%%

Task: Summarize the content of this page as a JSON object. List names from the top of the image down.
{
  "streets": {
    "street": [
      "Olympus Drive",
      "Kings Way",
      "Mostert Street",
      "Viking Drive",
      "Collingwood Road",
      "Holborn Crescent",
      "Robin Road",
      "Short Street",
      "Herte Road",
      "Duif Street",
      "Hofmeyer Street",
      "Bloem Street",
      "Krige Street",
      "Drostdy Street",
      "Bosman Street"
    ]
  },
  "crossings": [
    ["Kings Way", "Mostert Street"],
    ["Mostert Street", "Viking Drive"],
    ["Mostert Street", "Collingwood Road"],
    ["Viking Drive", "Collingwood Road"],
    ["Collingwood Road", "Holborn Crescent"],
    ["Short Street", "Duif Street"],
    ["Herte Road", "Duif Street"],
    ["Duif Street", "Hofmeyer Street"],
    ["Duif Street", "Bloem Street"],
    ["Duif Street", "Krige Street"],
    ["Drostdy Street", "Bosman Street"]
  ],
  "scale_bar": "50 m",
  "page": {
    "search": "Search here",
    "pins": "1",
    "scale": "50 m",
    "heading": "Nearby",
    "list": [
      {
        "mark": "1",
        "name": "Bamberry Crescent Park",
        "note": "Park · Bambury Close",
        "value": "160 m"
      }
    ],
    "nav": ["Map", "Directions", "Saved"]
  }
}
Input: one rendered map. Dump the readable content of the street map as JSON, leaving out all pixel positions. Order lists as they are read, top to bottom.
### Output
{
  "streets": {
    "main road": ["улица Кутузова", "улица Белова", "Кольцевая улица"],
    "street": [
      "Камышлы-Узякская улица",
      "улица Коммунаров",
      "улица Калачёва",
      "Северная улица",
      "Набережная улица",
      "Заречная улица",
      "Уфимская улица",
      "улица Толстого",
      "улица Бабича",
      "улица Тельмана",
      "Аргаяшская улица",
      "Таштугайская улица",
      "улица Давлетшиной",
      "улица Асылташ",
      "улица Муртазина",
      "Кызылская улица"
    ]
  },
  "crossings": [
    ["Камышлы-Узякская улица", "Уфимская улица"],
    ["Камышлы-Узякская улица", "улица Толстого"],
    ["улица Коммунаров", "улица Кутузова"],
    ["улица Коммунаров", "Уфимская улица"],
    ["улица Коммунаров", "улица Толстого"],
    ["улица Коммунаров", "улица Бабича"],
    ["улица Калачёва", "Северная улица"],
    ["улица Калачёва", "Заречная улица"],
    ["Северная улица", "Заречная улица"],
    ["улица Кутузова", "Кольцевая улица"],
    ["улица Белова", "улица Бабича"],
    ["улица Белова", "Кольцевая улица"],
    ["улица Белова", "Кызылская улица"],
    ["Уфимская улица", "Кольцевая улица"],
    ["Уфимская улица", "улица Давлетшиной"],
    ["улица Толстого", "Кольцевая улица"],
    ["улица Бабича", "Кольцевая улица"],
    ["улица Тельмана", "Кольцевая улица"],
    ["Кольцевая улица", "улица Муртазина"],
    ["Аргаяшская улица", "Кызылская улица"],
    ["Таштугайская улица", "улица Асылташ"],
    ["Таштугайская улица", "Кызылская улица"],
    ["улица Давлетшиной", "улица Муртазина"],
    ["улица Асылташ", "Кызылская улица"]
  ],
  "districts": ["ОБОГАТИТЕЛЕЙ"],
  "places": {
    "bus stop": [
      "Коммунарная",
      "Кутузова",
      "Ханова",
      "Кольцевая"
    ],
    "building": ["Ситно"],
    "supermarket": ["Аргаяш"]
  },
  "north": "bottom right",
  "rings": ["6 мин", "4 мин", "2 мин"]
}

%%

So that nothing is lost, retype every entry in the listing above exactly.

Answer to this problem =
Task: Summarize the content of this page as a JSON object. List names from the top of the image down.
{
  "streets": {
    "street": [
      "Olympus Drive",
      "Kings Way",
      "Mostert Street",
      "Viking Drive",
      "Collingwood Road",
      "Holborn Crescent",
      "Robin Road",
      "Short Street",
      "Herte Road",
      "Duif Street",
      "Hofmeyer Street",
      "Bloem Street",
      "Krige Street",
      "Drostdy Street",
      "Bosman Street"
    ]
  },
  "crossings": [
    ["Kings Way", "Mostert Street"],
    ["Mostert Street", "Viking Drive"],
    ["Mostert Street", "Collingwood Road"],
    ["Viking Drive", "Collingwood Road"],
    ["Collingwood Road", "Holborn Crescent"],
    ["Short Street", "Duif Street"],
    ["Herte Road", "Duif Street"],
    ["Duif Street", "Hofmeyer Street"],
    ["Duif Street", "Bloem Street"],
    ["Duif Street", "Krige Street"],
    ["Drostdy Street", "Bosman Street"]
  ],
  "scale_bar": "50 m",
  "page": {
    "search": "Search here",
    "pins": "1",
    "scale": "50 m",
    "heading": "Nearby",
    "list": [
      {
        "mark": "1",
        "name": "Bamberry Crescent Park",
        "note": "Park · Bambury Close",
        "value": "160 m"
      }
    ],
    "nav": ["Map", "Directions", "Saved"]
  }
}
Input: one rendered map. Dump the readable content of the street map as JSON, leaving out all pixel positions. Order lists as they are read, top to bottom.
### Output
{
  "streets": {
    "main road": ["улица Кутузова", "улица Белова", "Кольцевая улица"],
    "street": [
      "Камышлы-Узякская улица",
      "улица Коммунаров",
      "улица Калачёва",
      "Северная улица",
      "Набережная улица",
      "Заречная улица",
      "Уфимская улица",
      "улица Толстого",
      "улица Бабича",
      "улица Тельмана",
      "Аргаяшская улица",
      "Таштугайская улица",
      "улица Давлетшиной",
      "улица Асылташ",
      "улица Муртазина",
      "Кызылская улица"
    ]
  },
  "crossings": [
    ["Камышлы-Узякская улица", "Уфимская улица"],
    ["Камышлы-Узякская улица", "улица Толстого"],
    ["улица Коммунаров", "улица Кутузова"],
    ["улица Коммунаров", "Уфимская улица"],
    ["улица Коммунаров", "улица Толстого"],
    ["улица Коммунаров", "улица Бабича"],
    ["улица Калачёва", "Северная улица"],
    ["улица Калачёва", "Заречная улица"],
    ["Северная улица", "Заречная улица"],
    ["улица Кутузова", "Кольцевая улица"],
    ["улица Белова", "улица Бабича"],
    ["улица Белова", "Кольцевая улица"],
    ["улица Белова", "Кызылская улица"],
    ["Уфимская улица", "Кольцевая улица"],
    ["Уфимская улица", "улица Давлетшиной"],
    ["улица Толстого", "Кольцевая улица"],
    ["улица Бабича", "Кольцевая улица"],
    ["улица Тельмана", "Кольцевая улица"],
    ["Кольцевая улица", "улица Муртазина"],
    ["Аргаяшская улица", "Кызылская улица"],
    ["Таштугайская улица", "улица Асылташ"],
    ["Таштугайская улица", "Кызылская улица"],
    ["улица Давлетшиной", "улица Муртазина"],
    ["улица Асылташ", "Кызылская улица"]
  ],
  "districts": ["ОБОГАТИТЕЛЕЙ"],
  "places": {
    "bus stop": [
      "Коммунарная",
      "Кутузова",
      "Ханова",
      "Кольцевая"
    ],
    "building": ["Ситно"],
    "supermarket": ["Аргаяш"]
  },
  "north": "bottom right",
  "rings": ["6 мин", "4 мин", "2 мин"]
}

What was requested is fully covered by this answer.